WORK TO COMPLETE>
Print out the data exactly, keeping every image out of it.

GIVEN INFORMATION>
[Start of Attachment]

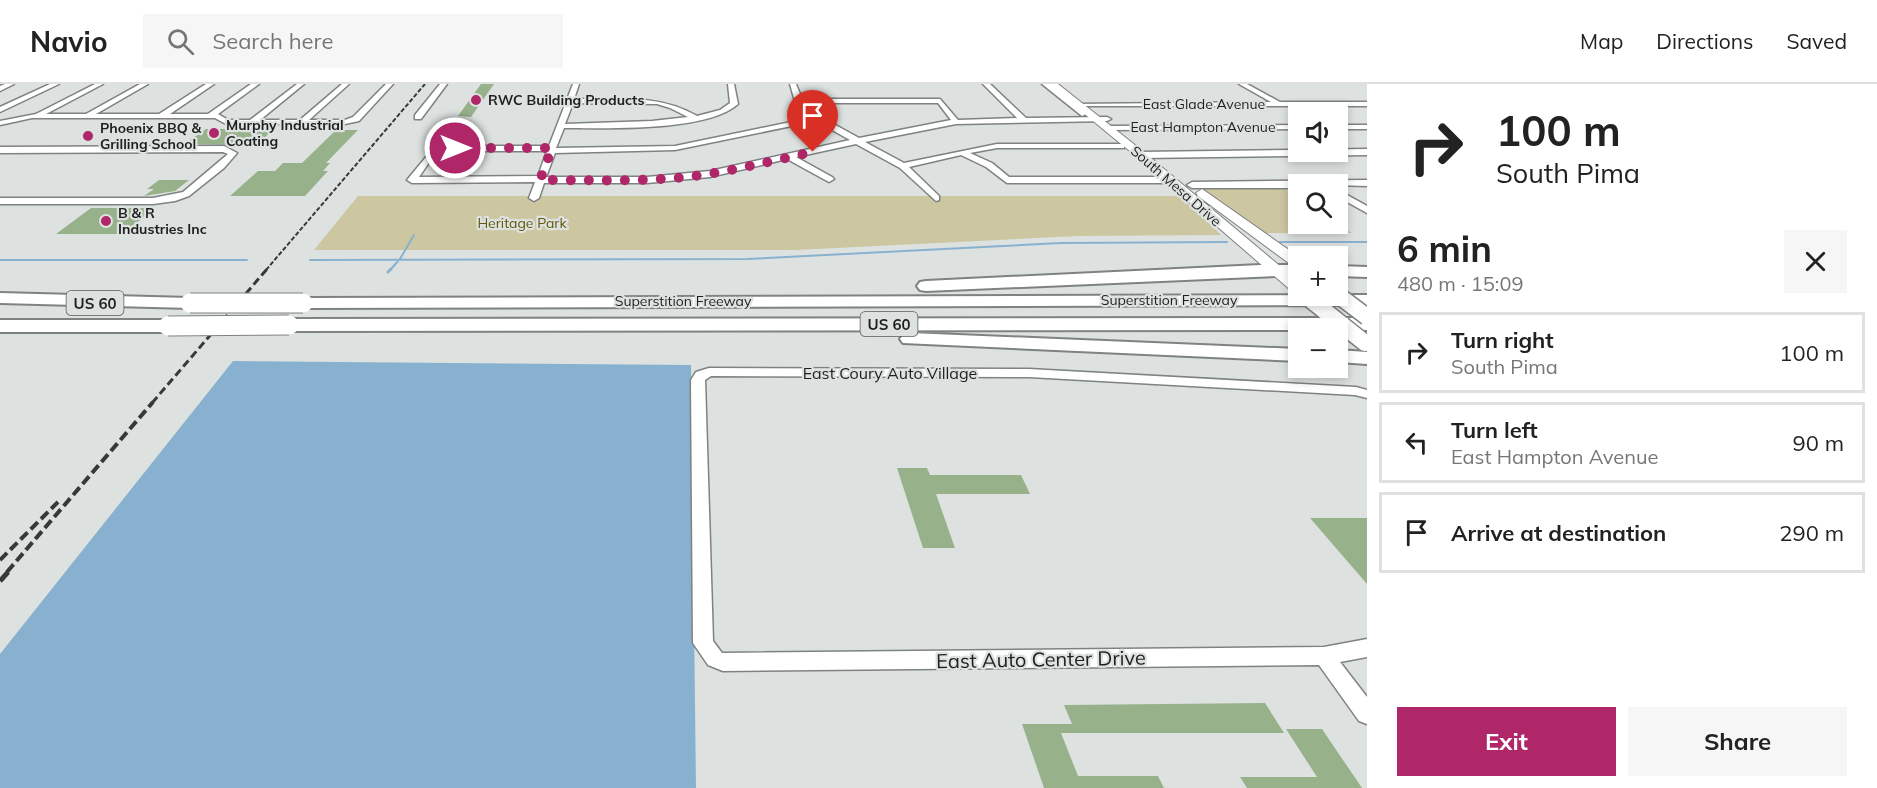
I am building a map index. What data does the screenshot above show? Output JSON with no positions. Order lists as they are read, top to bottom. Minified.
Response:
{"streets":{"highway":["Superstition Freeway","US 60"],"main road":["South Mesa Drive"],"street":["East Glade Avenue","East Hampton Avenue","East Coury Auto Village","East Auto Center Drive"]},"crossings":[["East Glade Avenue","South Mesa Drive"],["East Hampton Avenue","South Mesa Drive"],["East Coury Auto Village","East Auto Center Drive"]],"parks":["Heritage Park"],"places":["RWC Building Products","Murphy Industrial Coating","Phoenix BBQ & Grilling School","B & R Industries Inc"],"page":{"header":"Navio","search":"Search here","nav":["Map","Directions","Saved"],"turn":["100 m","South Pima"],"map_buttons":["+","−"],"heading":["6 min","480 m · 15:09"],"list":[{"name":"Turn right","note":"South Pima","value":"100 m"},{"name":"Turn left","note":"East Hampton Avenue","value":"90 m"},{"name":"Arrive at destination","value":"290 m"}],"buttons":["Exit","Share"]}}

[End of Attachment]

SOLUTION TO THE PROBLEM>
I am building a map index. What data does the screenshot above show? Output JSON with no positions. Order lists as they are read, top to bottom. Minified.
Response:
{"streets":{"highway":["Superstition Freeway","US 60"],"main road":["South Mesa Drive"],"street":["East Glade Avenue","East Hampton Avenue","East Coury Auto Village","East Auto Center Drive"]},"crossings":[["East Glade Avenue","South Mesa Drive"],["East Hampton Avenue","South Mesa Drive"],["East Coury Auto Village","East Auto Center Drive"]],"parks":["Heritage Park"],"places":["RWC Building Products","Murphy Industrial Coating","Phoenix BBQ & Grilling School","B & R Industries Inc"],"page":{"header":"Navio","search":"Search here","nav":["Map","Directions","Saved"],"turn":["100 m","South Pima"],"map_buttons":["+","−"],"heading":["6 min","480 m · 15:09"],"list":[{"name":"Turn right","note":"South Pima","value":"100 m"},{"name":"Turn left","note":"East Hampton Avenue","value":"90 m"},{"name":"Arrive at destination","value":"290 m"}],"buttons":["Exit","Share"]}}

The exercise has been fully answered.